Problem to solve. What lines in the records below include the word "wash"? Return each one.

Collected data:
┌──

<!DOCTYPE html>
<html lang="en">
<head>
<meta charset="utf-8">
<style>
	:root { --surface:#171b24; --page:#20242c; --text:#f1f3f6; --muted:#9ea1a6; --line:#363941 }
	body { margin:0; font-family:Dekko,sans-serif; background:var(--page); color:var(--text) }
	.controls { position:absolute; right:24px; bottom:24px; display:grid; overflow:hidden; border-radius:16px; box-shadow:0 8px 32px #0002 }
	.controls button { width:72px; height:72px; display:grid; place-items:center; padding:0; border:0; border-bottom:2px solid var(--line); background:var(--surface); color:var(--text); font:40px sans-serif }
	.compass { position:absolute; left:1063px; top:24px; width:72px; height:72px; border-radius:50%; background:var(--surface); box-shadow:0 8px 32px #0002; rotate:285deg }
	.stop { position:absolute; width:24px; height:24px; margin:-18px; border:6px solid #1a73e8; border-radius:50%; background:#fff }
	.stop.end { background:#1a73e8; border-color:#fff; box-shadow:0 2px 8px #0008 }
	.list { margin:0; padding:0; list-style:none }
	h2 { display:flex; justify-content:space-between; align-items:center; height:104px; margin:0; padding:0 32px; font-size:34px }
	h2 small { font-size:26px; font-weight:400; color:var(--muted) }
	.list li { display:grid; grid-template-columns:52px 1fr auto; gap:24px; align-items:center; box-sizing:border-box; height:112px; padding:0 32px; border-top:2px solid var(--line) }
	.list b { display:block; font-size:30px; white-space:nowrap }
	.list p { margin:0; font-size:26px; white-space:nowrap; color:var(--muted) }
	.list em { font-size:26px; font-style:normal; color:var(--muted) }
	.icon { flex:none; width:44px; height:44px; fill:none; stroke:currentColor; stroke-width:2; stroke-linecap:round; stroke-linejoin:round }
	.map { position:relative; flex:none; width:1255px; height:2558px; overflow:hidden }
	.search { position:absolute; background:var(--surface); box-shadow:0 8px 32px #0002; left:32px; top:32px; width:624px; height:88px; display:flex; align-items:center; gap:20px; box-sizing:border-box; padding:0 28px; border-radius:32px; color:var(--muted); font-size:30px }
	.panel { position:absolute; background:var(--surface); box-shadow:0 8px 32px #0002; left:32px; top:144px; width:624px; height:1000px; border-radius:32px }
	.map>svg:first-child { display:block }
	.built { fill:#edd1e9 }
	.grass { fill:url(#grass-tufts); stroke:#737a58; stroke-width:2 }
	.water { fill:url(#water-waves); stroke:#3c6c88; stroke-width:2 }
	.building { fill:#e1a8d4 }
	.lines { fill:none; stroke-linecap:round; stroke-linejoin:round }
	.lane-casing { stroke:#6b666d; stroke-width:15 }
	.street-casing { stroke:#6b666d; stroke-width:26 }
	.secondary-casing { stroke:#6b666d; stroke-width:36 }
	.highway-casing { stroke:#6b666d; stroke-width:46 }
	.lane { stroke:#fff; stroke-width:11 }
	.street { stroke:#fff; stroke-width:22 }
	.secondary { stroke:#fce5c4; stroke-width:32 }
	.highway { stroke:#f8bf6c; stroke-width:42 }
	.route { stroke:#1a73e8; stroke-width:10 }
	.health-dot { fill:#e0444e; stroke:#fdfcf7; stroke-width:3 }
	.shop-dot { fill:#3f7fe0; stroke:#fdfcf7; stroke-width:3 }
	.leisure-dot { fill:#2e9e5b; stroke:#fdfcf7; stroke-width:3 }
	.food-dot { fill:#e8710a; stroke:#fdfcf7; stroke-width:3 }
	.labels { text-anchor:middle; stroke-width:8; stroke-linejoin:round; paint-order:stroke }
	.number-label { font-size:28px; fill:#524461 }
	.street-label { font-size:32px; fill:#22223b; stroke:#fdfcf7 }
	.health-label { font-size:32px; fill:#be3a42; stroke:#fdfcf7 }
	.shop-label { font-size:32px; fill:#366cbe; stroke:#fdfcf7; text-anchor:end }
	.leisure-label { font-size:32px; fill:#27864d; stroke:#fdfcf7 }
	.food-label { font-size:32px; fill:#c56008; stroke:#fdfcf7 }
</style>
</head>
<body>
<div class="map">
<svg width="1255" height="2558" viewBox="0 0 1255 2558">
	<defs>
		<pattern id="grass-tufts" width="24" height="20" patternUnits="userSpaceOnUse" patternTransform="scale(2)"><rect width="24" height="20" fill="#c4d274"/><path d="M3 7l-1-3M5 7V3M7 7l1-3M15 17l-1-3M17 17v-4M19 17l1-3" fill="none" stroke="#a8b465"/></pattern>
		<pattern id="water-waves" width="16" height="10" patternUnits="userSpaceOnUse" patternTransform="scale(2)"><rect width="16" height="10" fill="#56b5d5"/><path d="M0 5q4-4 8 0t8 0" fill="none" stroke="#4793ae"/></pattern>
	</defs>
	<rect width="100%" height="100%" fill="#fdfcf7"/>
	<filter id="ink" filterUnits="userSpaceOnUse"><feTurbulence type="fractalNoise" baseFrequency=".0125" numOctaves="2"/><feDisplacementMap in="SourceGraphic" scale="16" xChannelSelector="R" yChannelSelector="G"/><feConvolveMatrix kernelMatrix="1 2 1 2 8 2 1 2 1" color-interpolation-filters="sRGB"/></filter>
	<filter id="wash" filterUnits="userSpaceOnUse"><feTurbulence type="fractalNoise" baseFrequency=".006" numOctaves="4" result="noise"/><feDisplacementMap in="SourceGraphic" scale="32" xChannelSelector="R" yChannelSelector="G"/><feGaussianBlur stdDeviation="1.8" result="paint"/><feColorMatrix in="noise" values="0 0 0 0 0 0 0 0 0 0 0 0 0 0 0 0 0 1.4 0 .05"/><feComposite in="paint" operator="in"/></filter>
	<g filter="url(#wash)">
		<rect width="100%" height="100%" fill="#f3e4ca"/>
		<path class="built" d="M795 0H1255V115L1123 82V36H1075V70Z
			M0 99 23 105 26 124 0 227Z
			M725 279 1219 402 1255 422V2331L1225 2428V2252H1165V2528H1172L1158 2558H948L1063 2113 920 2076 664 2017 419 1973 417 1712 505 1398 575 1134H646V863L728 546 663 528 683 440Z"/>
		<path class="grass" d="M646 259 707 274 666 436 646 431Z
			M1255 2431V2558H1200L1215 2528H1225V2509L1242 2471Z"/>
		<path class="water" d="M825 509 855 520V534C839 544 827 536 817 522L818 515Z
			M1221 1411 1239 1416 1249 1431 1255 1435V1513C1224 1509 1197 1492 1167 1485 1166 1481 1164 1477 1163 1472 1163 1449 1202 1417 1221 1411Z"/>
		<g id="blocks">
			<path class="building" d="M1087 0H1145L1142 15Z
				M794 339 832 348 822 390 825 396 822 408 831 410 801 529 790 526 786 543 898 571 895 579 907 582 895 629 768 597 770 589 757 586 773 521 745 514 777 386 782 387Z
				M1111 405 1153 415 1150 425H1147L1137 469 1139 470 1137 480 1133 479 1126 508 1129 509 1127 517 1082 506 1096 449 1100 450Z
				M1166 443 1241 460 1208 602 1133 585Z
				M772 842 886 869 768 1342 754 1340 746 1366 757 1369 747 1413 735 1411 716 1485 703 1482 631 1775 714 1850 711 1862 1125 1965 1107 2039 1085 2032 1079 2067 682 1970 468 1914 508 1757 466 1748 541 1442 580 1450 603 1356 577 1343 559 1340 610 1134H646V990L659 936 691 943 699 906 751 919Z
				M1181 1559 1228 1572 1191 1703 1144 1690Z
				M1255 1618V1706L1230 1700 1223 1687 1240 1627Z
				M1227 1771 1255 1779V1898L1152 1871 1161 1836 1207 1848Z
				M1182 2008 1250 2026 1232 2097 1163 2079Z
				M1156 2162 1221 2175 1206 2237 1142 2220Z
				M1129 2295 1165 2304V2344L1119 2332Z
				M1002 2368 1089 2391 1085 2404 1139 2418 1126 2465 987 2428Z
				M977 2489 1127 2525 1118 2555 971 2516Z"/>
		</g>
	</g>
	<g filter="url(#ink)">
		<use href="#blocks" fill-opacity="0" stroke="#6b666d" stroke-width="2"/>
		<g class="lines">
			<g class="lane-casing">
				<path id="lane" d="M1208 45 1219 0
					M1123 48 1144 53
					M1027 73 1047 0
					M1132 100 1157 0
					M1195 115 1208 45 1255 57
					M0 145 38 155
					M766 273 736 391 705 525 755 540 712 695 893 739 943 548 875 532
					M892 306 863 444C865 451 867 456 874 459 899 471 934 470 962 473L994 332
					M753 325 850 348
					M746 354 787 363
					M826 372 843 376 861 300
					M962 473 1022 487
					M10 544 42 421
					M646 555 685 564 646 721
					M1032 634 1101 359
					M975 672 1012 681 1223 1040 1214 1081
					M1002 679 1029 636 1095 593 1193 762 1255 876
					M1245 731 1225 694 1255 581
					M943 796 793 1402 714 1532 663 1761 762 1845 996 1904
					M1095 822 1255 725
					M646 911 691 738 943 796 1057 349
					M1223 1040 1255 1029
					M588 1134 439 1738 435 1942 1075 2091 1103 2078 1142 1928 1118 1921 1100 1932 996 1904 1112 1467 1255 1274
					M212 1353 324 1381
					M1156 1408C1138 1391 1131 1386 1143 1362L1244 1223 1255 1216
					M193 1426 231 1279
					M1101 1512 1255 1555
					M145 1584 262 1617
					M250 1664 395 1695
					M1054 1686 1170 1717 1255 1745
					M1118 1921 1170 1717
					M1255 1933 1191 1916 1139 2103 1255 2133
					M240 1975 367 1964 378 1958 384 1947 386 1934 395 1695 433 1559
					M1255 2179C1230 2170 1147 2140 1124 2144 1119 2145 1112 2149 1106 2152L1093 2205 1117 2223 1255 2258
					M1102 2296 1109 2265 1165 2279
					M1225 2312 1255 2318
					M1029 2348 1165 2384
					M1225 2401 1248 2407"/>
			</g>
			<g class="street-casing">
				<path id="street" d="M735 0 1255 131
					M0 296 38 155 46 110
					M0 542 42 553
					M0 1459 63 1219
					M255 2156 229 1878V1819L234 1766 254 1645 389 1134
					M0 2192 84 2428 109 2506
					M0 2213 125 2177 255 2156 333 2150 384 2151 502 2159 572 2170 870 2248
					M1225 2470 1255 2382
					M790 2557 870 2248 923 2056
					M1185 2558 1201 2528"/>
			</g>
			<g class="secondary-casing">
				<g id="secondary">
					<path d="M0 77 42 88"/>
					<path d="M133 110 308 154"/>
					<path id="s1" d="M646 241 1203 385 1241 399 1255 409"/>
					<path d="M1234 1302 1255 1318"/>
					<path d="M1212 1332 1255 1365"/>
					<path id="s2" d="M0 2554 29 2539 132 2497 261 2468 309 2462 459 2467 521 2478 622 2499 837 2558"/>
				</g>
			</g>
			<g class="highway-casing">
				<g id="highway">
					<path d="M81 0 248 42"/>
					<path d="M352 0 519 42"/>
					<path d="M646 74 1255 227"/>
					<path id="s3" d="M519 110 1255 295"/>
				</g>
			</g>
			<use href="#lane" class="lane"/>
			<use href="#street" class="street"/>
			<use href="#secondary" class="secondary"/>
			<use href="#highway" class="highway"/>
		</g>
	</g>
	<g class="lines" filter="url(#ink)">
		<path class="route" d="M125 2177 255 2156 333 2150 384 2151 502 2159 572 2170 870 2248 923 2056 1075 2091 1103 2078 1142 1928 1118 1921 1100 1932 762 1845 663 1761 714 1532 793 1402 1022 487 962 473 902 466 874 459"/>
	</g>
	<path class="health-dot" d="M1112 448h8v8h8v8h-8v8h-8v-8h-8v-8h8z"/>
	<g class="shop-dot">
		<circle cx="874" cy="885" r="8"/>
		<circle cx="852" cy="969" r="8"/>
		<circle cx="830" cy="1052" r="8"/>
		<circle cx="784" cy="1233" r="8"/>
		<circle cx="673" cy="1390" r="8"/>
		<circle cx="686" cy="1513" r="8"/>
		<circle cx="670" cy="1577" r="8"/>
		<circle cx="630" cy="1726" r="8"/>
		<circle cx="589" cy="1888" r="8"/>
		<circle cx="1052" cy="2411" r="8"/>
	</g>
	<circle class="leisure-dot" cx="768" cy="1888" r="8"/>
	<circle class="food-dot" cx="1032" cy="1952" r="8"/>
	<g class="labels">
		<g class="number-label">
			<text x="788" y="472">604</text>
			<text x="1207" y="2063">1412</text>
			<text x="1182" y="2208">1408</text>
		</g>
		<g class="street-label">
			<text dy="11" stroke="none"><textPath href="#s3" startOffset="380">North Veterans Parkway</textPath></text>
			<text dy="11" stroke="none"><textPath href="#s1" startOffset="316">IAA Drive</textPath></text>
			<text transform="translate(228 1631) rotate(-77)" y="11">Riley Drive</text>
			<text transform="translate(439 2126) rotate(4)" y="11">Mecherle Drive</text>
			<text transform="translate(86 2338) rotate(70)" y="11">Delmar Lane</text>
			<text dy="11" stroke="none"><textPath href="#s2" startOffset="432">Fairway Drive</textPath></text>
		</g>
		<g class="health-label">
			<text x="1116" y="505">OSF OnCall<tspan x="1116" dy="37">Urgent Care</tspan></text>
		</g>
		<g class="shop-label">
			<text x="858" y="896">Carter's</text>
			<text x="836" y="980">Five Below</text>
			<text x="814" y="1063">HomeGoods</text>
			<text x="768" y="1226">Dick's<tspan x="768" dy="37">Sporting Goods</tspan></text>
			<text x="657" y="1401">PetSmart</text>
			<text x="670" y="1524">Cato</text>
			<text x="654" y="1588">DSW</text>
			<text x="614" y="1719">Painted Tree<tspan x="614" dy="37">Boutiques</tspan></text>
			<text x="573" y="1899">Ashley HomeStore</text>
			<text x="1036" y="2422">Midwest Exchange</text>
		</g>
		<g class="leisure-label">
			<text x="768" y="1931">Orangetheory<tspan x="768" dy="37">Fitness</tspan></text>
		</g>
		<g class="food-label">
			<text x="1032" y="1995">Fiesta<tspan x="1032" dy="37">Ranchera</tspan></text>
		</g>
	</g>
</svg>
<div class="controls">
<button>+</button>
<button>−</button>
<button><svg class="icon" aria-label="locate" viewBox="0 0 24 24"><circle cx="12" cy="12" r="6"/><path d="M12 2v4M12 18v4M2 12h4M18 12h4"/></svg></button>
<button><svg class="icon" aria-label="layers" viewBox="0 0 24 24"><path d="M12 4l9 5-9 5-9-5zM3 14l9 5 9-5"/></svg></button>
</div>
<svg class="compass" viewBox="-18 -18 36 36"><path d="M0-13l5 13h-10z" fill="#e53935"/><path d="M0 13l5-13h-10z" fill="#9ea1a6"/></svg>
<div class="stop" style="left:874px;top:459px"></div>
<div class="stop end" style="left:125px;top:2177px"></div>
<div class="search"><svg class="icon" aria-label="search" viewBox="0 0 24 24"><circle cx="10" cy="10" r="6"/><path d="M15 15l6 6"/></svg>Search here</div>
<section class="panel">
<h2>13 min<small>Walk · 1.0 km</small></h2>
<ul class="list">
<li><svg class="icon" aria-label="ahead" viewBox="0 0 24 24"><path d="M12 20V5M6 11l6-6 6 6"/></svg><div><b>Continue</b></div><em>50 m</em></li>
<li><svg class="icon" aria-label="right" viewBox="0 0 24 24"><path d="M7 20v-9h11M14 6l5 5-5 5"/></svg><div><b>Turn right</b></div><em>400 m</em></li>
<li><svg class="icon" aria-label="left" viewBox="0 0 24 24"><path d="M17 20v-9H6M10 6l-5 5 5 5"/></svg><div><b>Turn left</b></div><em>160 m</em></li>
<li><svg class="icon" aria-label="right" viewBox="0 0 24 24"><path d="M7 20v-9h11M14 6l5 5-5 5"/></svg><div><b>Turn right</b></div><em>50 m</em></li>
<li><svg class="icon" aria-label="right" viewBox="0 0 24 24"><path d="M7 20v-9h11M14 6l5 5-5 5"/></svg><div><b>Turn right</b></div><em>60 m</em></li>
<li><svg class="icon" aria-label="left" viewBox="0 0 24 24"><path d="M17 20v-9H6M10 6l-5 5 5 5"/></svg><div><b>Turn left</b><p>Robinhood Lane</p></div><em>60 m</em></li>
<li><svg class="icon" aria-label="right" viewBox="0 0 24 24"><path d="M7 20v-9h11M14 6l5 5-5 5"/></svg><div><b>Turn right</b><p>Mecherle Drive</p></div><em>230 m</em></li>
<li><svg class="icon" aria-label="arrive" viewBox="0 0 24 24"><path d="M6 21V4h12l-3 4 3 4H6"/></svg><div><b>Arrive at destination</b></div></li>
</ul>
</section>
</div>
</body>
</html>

└──

The completed task.
	<filter id="wash" filterUnits="userSpaceOnUse"><feTurbulence type="fractalNoise" baseFrequency=".006" numOctaves="4" result="noise"/><feDisplacementMap in="SourceGraphic" scale="32" xChannelSelector="R" yChannelSelector="G"/><feGaussianBlur stdDeviation="1.8" result="paint"/><feColorMatrix in="noise" values="0 0 0 0 0 0 0 0 0 0 0 0 0 0 0 0 0 1.4 0 .05"/><feComposite in="paint" operator="in"/></filter>
	<g filter="url(#wash)">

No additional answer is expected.